A recent study of markets by Evelyn Partners said the firm was expecting investors to seek securities yielding an income, backed by reliable cash flows. We have actually been favouring that approach for many years now as we prefer to build balanced investment strategies using high levels of diversity to help balance risk but where income from the overall pot remains a key feature. This can be enjoyed by the investor, reinvested to allow further purchases or gifted if that is appropriate.
The UK emerges as one of the better stock markets across the world for dividend payments, with UK equities predicted to pay a dividend yield of 4.3% this year – one of, if not the highest out of the major stock markets.
Meanwhile, the US has the lowest expected yielding market at 1.7%.
There are no guarantees, but seeking a good dividend income will help to compensate investors even if stock values do not improve or the markets remain quite flat for a period.
More companies are paying attractive dividends, with ‘defensive’ areas of the market such as consumer staples and utilities offering decent dividends, whereas other sectors such as information technology and communications services continue to be much lower.
No investment is without risk and if this strategy is something you are considering in terms of where to place money, please do seek professional advice first.
It should not be forgotten that a high dividend yield can sometimes indicate the stock price has fallen significantly, which to some may indicate a riskier investment.
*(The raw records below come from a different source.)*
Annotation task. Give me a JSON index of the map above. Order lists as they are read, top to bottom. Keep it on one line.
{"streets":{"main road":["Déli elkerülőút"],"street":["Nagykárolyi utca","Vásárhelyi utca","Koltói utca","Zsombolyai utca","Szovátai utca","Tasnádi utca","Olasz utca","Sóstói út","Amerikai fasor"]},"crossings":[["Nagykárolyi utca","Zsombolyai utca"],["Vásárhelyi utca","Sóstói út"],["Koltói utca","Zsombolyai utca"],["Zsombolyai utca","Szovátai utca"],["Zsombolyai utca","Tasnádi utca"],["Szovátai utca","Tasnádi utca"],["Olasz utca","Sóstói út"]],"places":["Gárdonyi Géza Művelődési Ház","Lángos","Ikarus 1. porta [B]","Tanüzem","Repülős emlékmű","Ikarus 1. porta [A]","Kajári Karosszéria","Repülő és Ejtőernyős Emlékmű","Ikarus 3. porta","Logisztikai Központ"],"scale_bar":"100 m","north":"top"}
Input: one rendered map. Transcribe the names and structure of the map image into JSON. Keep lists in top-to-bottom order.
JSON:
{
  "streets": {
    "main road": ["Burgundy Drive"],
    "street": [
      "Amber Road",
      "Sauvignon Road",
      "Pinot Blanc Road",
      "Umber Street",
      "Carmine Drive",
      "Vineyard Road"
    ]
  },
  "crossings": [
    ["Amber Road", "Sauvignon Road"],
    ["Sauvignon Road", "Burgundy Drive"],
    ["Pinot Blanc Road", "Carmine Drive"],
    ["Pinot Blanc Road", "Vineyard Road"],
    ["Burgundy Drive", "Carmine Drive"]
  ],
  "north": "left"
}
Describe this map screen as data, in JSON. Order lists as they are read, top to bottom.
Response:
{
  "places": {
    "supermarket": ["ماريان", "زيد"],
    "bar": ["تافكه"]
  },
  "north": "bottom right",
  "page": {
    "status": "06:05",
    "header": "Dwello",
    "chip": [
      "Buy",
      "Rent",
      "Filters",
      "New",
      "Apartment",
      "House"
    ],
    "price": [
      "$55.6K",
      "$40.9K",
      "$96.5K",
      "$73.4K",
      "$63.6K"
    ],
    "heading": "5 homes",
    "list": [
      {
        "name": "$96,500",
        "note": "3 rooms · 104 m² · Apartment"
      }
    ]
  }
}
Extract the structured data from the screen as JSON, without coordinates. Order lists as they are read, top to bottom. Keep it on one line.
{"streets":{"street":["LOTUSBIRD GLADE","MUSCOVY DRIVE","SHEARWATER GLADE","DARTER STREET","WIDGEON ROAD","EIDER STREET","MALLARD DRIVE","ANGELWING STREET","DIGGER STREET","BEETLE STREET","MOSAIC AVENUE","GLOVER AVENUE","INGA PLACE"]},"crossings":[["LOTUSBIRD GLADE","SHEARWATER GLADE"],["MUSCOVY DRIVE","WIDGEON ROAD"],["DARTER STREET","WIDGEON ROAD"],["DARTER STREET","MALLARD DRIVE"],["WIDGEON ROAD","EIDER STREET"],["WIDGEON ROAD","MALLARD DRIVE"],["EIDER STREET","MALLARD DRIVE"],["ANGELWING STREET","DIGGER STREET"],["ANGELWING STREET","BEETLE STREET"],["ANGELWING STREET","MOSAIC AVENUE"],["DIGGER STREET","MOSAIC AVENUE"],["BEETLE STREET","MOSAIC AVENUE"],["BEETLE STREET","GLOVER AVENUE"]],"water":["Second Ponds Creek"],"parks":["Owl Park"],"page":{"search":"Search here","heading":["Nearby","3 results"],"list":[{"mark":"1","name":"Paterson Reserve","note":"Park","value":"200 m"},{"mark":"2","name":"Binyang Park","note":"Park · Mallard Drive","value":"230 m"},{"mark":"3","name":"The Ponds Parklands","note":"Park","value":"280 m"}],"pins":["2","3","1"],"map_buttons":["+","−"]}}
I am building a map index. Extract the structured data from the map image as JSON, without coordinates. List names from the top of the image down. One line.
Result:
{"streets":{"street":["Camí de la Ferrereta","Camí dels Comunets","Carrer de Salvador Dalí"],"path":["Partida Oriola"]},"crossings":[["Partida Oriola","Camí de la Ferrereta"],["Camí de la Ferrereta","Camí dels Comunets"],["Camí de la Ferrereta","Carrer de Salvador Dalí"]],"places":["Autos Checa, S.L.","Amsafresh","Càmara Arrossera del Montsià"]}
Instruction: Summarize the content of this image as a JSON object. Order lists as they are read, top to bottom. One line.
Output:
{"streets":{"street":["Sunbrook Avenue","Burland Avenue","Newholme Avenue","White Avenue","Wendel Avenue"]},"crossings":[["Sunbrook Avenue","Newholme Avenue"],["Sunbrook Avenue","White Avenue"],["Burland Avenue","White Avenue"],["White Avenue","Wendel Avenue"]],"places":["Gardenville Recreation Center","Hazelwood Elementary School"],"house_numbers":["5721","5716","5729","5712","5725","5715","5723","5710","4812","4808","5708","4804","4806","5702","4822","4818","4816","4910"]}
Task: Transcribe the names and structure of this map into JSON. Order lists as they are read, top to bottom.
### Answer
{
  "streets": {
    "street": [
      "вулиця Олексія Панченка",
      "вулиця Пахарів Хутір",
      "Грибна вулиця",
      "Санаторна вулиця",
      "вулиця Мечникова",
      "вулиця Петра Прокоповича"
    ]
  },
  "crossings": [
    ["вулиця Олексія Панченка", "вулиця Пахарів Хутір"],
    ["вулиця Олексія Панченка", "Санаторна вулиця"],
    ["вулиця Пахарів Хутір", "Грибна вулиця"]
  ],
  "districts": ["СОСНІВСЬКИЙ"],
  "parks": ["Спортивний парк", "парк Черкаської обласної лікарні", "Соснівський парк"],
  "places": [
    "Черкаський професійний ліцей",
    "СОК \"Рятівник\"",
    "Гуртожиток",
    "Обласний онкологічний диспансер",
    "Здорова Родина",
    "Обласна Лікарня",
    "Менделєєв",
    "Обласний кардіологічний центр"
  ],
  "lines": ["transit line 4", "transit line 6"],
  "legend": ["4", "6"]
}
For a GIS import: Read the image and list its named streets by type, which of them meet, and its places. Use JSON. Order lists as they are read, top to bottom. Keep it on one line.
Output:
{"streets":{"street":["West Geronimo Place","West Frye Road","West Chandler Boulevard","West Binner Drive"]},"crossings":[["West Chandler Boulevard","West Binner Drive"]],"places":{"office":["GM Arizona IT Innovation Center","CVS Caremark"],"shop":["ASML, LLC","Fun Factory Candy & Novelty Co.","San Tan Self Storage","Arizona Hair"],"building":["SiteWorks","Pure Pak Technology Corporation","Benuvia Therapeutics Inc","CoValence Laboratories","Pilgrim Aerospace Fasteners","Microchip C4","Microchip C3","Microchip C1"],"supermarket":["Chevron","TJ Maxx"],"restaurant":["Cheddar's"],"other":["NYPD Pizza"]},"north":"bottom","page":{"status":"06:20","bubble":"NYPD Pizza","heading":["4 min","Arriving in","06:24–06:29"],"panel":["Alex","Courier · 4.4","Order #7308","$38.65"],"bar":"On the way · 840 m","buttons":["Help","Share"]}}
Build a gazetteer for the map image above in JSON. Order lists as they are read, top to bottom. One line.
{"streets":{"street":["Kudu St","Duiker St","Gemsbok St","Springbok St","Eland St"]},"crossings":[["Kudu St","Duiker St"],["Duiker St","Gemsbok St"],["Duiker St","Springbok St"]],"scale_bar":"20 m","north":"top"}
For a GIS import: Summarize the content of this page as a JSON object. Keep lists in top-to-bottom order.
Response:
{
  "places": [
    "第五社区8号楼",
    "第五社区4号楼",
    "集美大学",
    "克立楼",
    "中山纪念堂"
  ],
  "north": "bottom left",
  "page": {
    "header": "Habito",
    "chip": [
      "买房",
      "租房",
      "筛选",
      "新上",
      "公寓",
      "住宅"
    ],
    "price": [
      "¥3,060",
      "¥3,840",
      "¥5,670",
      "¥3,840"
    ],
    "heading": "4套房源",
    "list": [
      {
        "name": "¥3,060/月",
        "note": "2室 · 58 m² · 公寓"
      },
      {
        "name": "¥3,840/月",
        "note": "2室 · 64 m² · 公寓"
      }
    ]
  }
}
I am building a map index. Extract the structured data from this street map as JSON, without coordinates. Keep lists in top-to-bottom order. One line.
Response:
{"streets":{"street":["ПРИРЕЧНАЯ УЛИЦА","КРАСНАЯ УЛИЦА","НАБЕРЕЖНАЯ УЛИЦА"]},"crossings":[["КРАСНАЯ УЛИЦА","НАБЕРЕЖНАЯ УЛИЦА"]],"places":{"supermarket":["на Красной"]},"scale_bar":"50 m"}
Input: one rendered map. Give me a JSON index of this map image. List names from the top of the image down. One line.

However, that is not necessarily the case and quite often a price fall may be the result of another market sector becoming more trendy and popular and sometimes because lofty market expectations are not quite achieved.
It is also important to consider the company’s financial health and growth potential, as well as the overall market conditions.
Naturally, before considering longer-term market based investments, we always encourage investors to set aside enough rainy day funds to cover the cost of possible emergencies and any known expenditure in the next few years, if that cannot be met by income.